To improve geometric consistency, four auxiliary conditions are supplied to the denoising network at every timestep: (1) the pial‑surface SDF, (2) the white‑matter‑surface SDF, (3) a binary edge map highlighting both surfaces, and (4) a cortical ribbon mask. These are concatenated with the noisy latent and fed into a 3‑D residual UNet equipped with convolutional and attention blocks. The network predicts the noise component, and the mean of the reverse transition is expressed as a linear combination of the current noisy volume, the target SDF, and the predicted noise, weighted by analytically derived coefficients. Training minimizes an ELBO‑derived loss that measures the KL divergence between the model’s reverse transition distribution and the analytically defined Brownian bridge.
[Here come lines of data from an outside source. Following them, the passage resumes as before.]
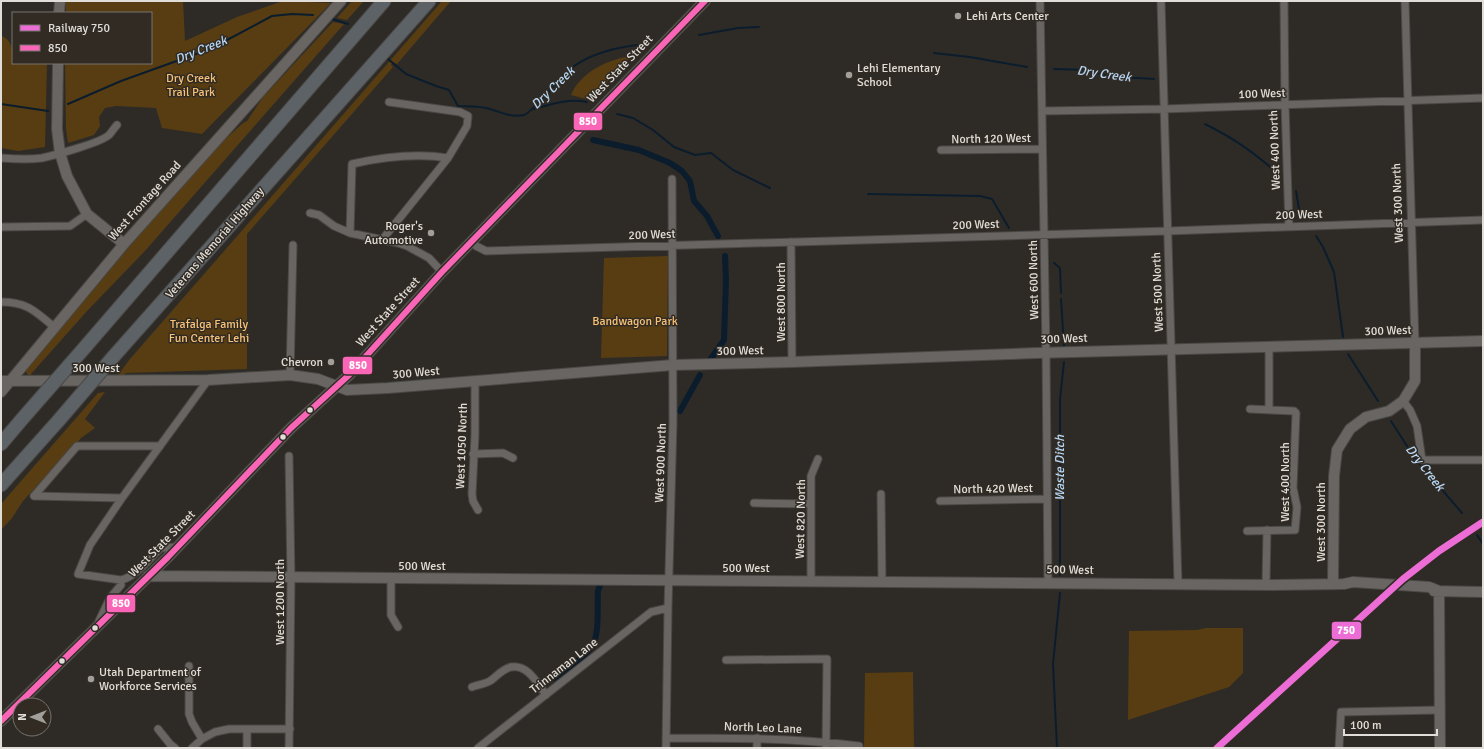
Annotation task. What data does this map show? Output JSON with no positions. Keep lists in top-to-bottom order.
{
  "streets": {
    "highway": ["Veterans Memorial Highway"],
    "street": [
      "West State Street",
      "100 West",
      "North 120 West",
      "West 400 North",
      "West Frontage Road",
      "West 300 North",
      "200 West",
      "West 600 North",
      "West 500 North",
      "West 800 North",
      "300 West",
      "West 1050 North",
      "West 900 North",
      "North 420 West",
      "West 820 North",
      "500 West",
      "West 1200 North",
      "Trinnaman Lane",
      "North Leo Lane"
    ]
  },
  "crossings": [
    ["West State Street", "200 West"],
    ["West State Street", "300 West"],
    ["West State Street", "500 West"],
    ["100 West", "West 400 North"],
    ["100 West", "West 300 North"],
    ["100 West", "West 600 North"],
    ["100 West", "West 500 North"],
    ["North 120 West", "West 600 North"],
    ["West 400 North", "200 West"],
    ["West Frontage Road", "300 West"],
    ["West 300 North", "200 West"],
    ["West 300 North", "300 West"],
    ["West 300 North", "500 West"],
    ["200 West", "West 600 North"],
    ["200 West", "West 500 North"],
    ["200 West", "West 800 North"],
    ["200 West", "West 900 North"],
    ["West 600 North", "300 West"],
    ["West 600 North", "North 420 West"],
    ["West 600 North", "500 West"],
    ["West 500 North", "300 West"],
    ["West 500 North", "500 West"],
    ["West 800 North", "300 West"],
    ["300 West", "West 1050 North"],
    ["300 West", "West 900 North"],
    ["West 900 North", "500 West"],
    ["West 900 North", "Trinnaman Lane"],
    ["West 900 North", "North Leo Lane"],
    ["West 820 North", "500 West"],
    ["500 West", "West 1200 North"]
  ],
  "water": ["Dry Creek", "Waste Ditch"],
  "parks": ["Dry Creek Trail Park", "Bandwagon Park", "Trafalga Family Fun Center Lehi"],
  "places": [
    "Lehi Arts Center",
    "Lehi Elementary School",
    "Roger's Automotive",
    "Chevron",
    "Utah Department of Workforce Services"
  ],
  "lines": ["transit line 850", "rail line 750"],
  "legend": ["Railway 750", "850"],
  "scale_bar": "100 m",
  "north": "left"
}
Three application scenarios demonstrate the utility of Cor2Vox. First, anatomically consistent synthesis: given a cortical shape, the model generates MRIs that preserve fine sulcal patterns (e.g., central and superior temporal sulci) while varying scanner‑specific appearance. Quantitatively, Cor2Vox achieves a 30 % reduction in Fréchet Inception Distance (FID) and sub‑millimeter surface reconstruction error compared with a state‑of‑the‑art 3‑D DDPM. Second, progressive gray‑matter atrophy simulation: by traversing the latent space of the statistical shape model, the framework produces smooth, sub‑voxel cortical thinning trajectories that mimic disease progression in Alzheimer’s and frontotemporal dementia. Third, domain harmonization: frontotemporal dementia scans acquired in-house are transformed to match the appearance of ADNI data while retaining subject‑specific atrophy patterns. Whole‑brain segmentation Dice scores (SynthSeg+) improve by 0.02, and downstream classification AUC rises by 3 %.

Limitations include high memory consumption due to dense 3‑D SDFs and the UNet, restricting training to 1 mm³ resolution volumes. The current conditioning focuses solely on the cortex, leaving subcortical structures uncontrolled. Future work aims to incorporate multi‑tissue masks, multi‑scale diffusion, and memory‑efficient architectures to enable whole‑brain, high‑resolution synthesis.
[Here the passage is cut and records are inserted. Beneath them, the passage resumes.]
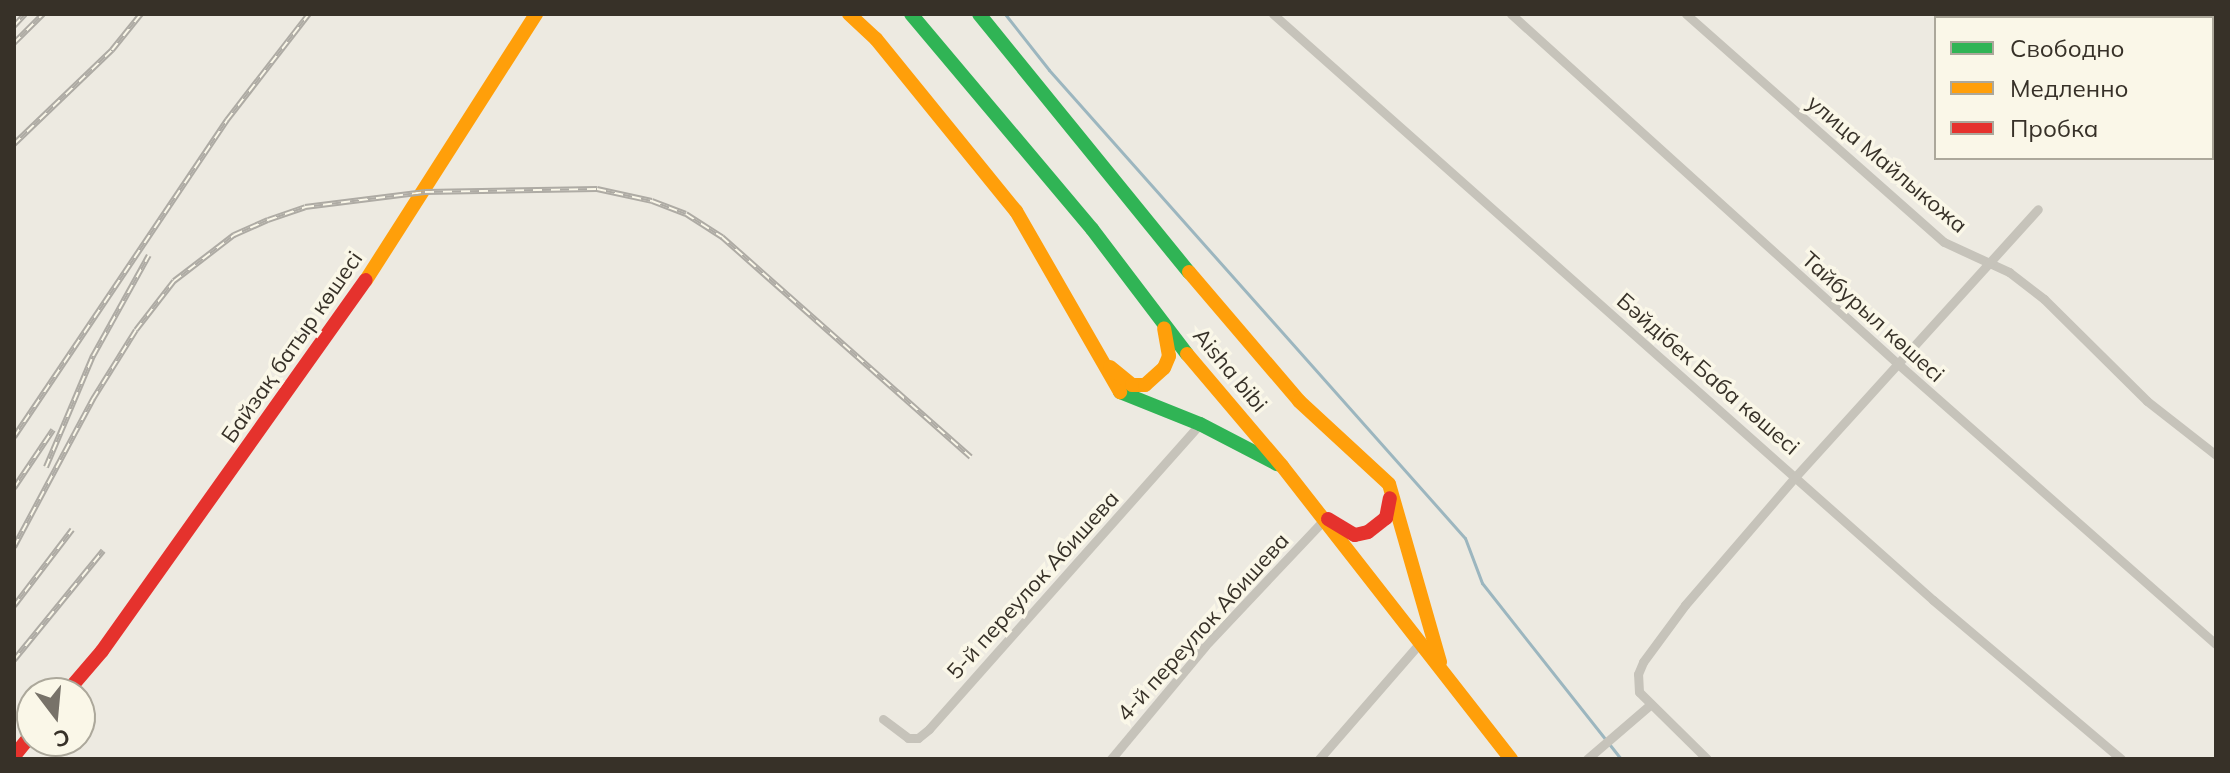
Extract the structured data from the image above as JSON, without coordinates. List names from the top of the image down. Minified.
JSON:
{"streets":{"main road":["Байзақ батыр көшесі","Aisha bibi"],"street":["улица Майлыкожа","Тайбурыл көшесі","Бәйдібек Баба көшесі","5-й переулок Абишева","4-й переулок Абишева"]},"crossings":[["Aisha bibi","4-й переулок Абишева"]],"legend":["Свободно","Медленно","Пробка"],"north":"bottom"}
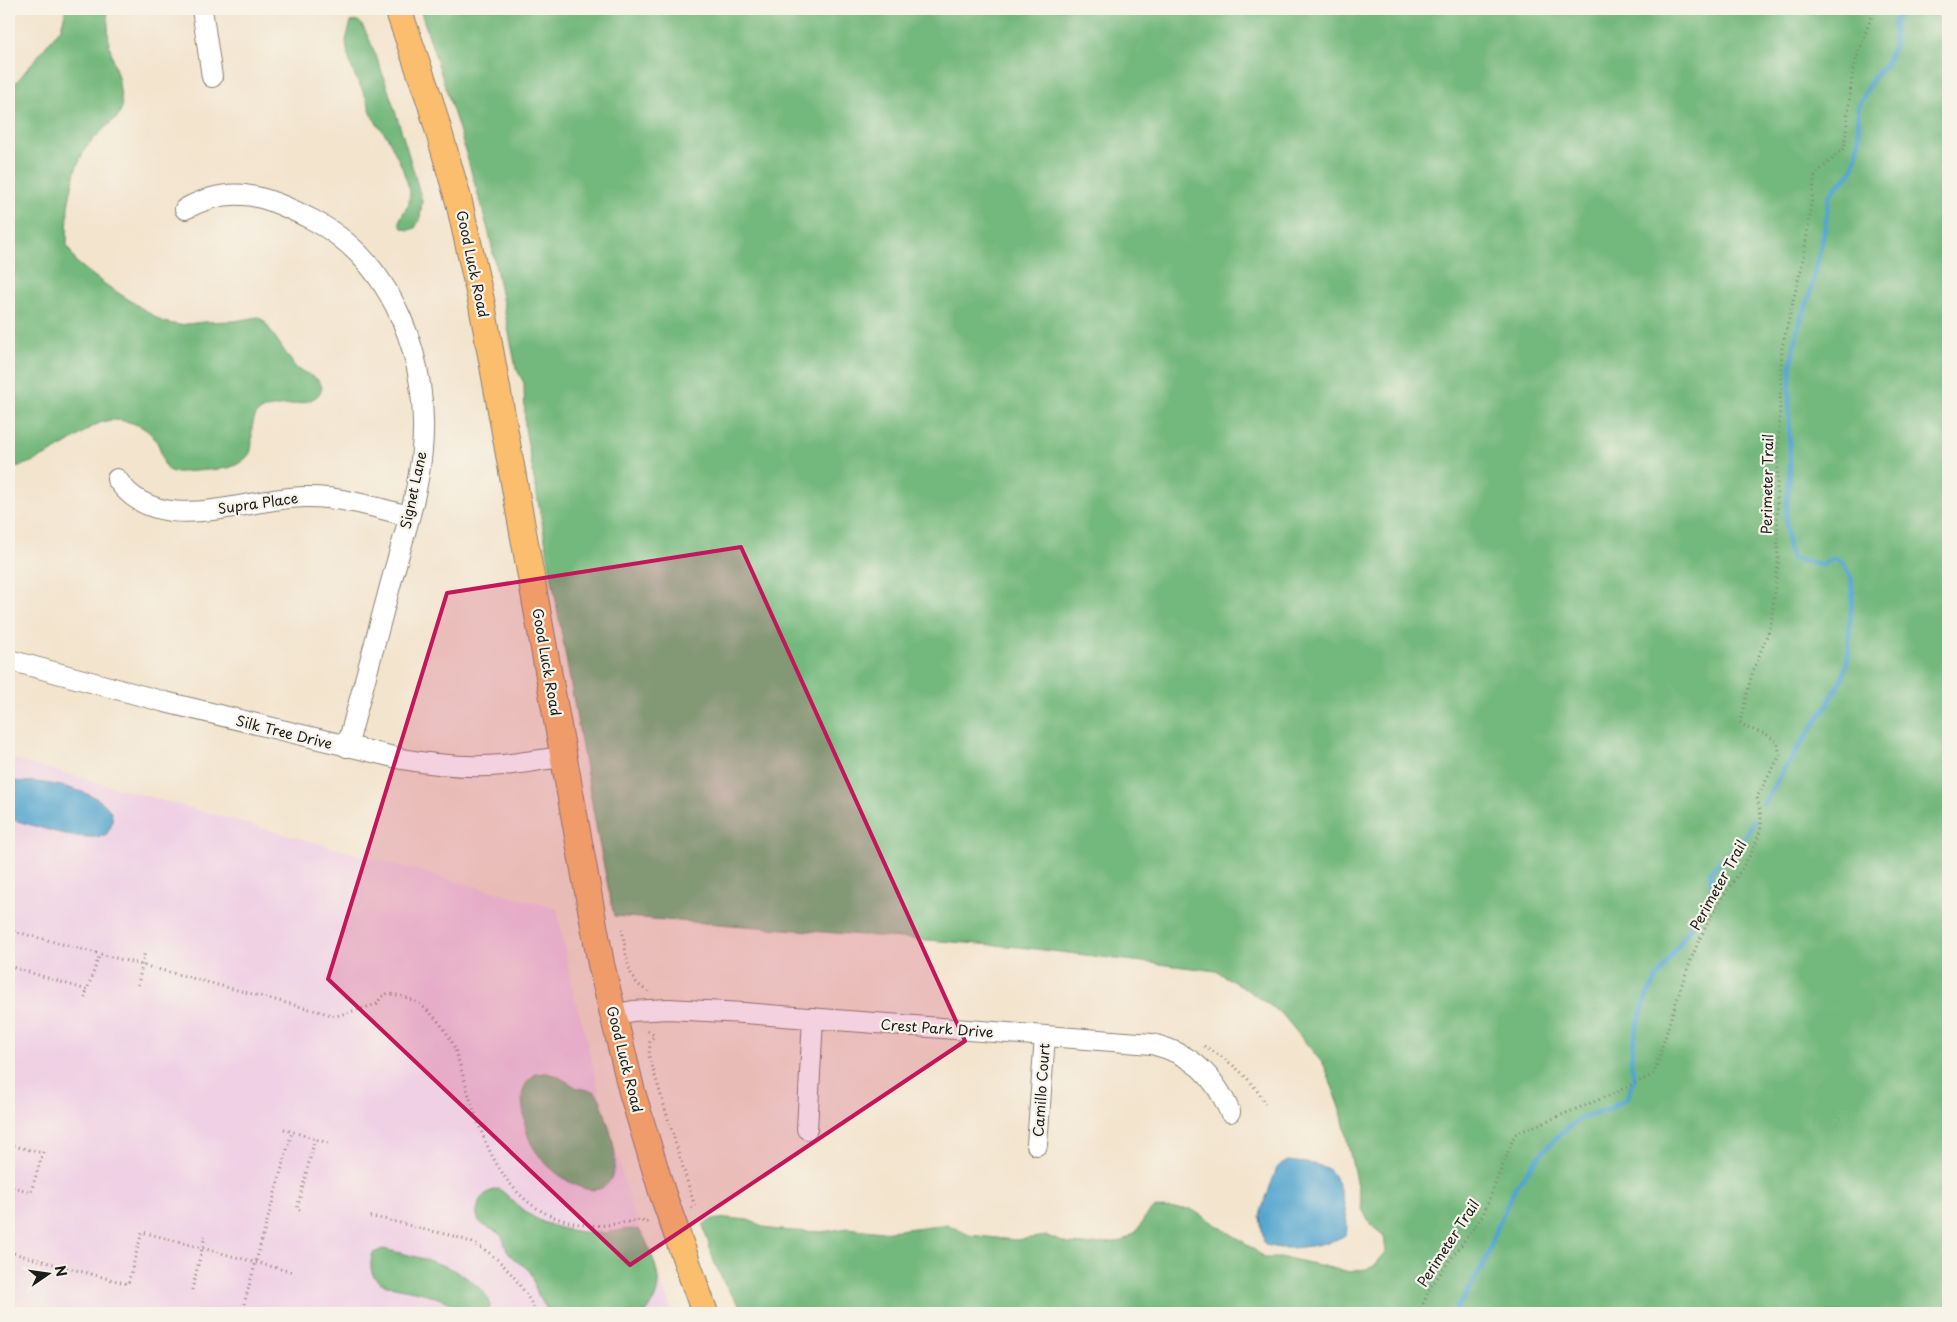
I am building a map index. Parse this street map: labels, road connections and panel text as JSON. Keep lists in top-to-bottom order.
{
  "streets": {
    "main road": ["Good Luck Road"],
    "street": [
      "Signet Lane",
      "Supra Place",
      "Silk Tree Drive",
      "Crest Park Drive",
      "Camillo Court"
    ],
    "path": ["Perimeter Trail"]
  },
  "crossings": [
    ["Good Luck Road", "Silk Tree Drive"],
    ["Good Luck Road", "Crest Park Drive"],
    ["Signet Lane", "Supra Place"],
    ["Signet Lane", "Silk Tree Drive"],
    ["Crest Park Drive", "Camillo Court"]
  ],
  "north": "right"
}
In summary, Cor2Vox introduces a cortex‑grounded diffusion paradigm that bridges anatomical shape priors and image synthesis, delivering high‑quality, anatomically plausible brain MRIs without the need for large labeled datasets. Its ability to generate novel cortical geometries, simulate disease‑related atrophy, and harmonize cross‑site data makes it a valuable tool for neuroimaging research, data augmentation, and virtual cohort generation.